• **WHAT IS NEEDED**
Print each record below character for character.

(Stored data entries)
* * * * * * * * *

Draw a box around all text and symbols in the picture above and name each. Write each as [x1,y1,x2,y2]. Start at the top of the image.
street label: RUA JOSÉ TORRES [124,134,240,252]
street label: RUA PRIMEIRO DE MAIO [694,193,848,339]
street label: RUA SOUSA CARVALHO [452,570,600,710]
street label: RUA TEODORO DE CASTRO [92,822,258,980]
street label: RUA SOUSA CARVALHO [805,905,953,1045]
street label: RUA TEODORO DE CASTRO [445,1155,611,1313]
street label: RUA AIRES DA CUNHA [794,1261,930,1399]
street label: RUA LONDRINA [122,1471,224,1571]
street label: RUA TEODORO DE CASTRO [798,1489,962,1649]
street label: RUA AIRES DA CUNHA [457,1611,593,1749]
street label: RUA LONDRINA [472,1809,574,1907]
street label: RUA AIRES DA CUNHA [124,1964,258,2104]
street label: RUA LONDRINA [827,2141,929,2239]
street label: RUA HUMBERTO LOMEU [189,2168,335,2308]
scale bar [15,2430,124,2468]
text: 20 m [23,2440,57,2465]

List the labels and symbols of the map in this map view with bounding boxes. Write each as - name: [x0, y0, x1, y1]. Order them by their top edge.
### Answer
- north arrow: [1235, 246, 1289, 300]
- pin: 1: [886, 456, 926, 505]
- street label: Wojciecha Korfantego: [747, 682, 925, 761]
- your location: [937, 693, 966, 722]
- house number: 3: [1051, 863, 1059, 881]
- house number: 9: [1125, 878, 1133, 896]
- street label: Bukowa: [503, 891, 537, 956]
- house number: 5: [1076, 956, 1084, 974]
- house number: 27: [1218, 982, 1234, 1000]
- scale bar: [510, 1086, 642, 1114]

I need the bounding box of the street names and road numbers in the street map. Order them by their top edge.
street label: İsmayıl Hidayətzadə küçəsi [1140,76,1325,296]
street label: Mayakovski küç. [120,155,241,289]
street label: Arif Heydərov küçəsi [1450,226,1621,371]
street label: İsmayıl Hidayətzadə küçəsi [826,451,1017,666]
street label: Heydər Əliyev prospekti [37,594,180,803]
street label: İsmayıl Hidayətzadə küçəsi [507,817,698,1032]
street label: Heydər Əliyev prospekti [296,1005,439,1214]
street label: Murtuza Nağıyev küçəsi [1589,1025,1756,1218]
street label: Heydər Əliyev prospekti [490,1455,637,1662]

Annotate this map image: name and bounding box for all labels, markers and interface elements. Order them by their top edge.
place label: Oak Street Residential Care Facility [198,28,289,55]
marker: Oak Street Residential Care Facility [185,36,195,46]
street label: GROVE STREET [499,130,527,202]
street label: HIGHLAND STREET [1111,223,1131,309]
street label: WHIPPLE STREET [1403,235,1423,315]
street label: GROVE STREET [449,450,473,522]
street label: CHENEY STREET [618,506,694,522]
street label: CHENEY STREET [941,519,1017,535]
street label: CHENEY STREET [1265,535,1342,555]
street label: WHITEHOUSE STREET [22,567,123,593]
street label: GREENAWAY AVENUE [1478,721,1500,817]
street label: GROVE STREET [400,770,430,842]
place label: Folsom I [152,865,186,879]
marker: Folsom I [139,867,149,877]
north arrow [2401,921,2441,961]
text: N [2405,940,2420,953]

* * * * * * * * *

• **RESPONSE**
Draw a box around all text and symbols in the picture above and name each. Write each as [x1,y1,x2,y2]. Start at the top of the image.
street label: RUA JOSÉ TORRES [124,134,240,252]
street label: RUA PRIMEIRO DE MAIO [694,193,848,339]
street label: RUA SOUSA CARVALHO [452,570,600,710]
street label: RUA TEODORO DE CASTRO [92,822,258,980]
street label: RUA SOUSA CARVALHO [805,905,953,1045]
street label: RUA TEODORO DE CASTRO [445,1155,611,1313]
street label: RUA AIRES DA CUNHA [794,1261,930,1399]
street label: RUA LONDRINA [122,1471,224,1571]
street label: RUA TEODORO DE CASTRO [798,1489,962,1649]
street label: RUA AIRES DA CUNHA [457,1611,593,1749]
street label: RUA LONDRINA [472,1809,574,1907]
street label: RUA AIRES DA CUNHA [124,1964,258,2104]
street label: RUA LONDRINA [827,2141,929,2239]
street label: RUA HUMBERTO LOMEU [189,2168,335,2308]
scale bar [15,2430,124,2468]
text: 20 m [23,2440,57,2465]

List the labels and symbols of the map in this map view with bounding boxes. Write each as - name: [x0, y0, x1, y1]. Order them by their top edge.
### Answer
- north arrow: [1235, 246, 1289, 300]
- pin: 1: [886, 456, 926, 505]
- street label: Wojciecha Korfantego: [747, 682, 925, 761]
- your location: [937, 693, 966, 722]
- house number: 3: [1051, 863, 1059, 881]
- house number: 9: [1125, 878, 1133, 896]
- street label: Bukowa: [503, 891, 537, 956]
- house number: 5: [1076, 956, 1084, 974]
- house number: 27: [1218, 982, 1234, 1000]
- scale bar: [510, 1086, 642, 1114]

I need the bounding box of the street names and road numbers in the street map. Order them by their top edge.
street label: İsmayıl Hidayətzadə küçəsi [1140,76,1325,296]
street label: Mayakovski küç. [120,155,241,289]
street label: Arif Heydərov küçəsi [1450,226,1621,371]
street label: İsmayıl Hidayətzadə küçəsi [826,451,1017,666]
street label: Heydər Əliyev prospekti [37,594,180,803]
street label: İsmayıl Hidayətzadə küçəsi [507,817,698,1032]
street label: Heydər Əliyev prospekti [296,1005,439,1214]
street label: Murtuza Nağıyev küçəsi [1589,1025,1756,1218]
street label: Heydər Əliyev prospekti [490,1455,637,1662]

Annotate this map image: name and bounding box for all labels, markers and interface elements. Order them by their top edge.
place label: Oak Street Residential Care Facility [198,28,289,55]
marker: Oak Street Residential Care Facility [185,36,195,46]
street label: GROVE STREET [499,130,527,202]
street label: HIGHLAND STREET [1111,223,1131,309]
street label: WHIPPLE STREET [1403,235,1423,315]
street label: GROVE STREET [449,450,473,522]
street label: CHENEY STREET [618,506,694,522]
street label: CHENEY STREET [941,519,1017,535]
street label: CHENEY STREET [1265,535,1342,555]
street label: WHITEHOUSE STREET [22,567,123,593]
street label: GREENAWAY AVENUE [1478,721,1500,817]
street label: GROVE STREET [400,770,430,842]
place label: Folsom I [152,865,186,879]
marker: Folsom I [139,867,149,877]
north arrow [2401,921,2441,961]
text: N [2405,940,2420,953]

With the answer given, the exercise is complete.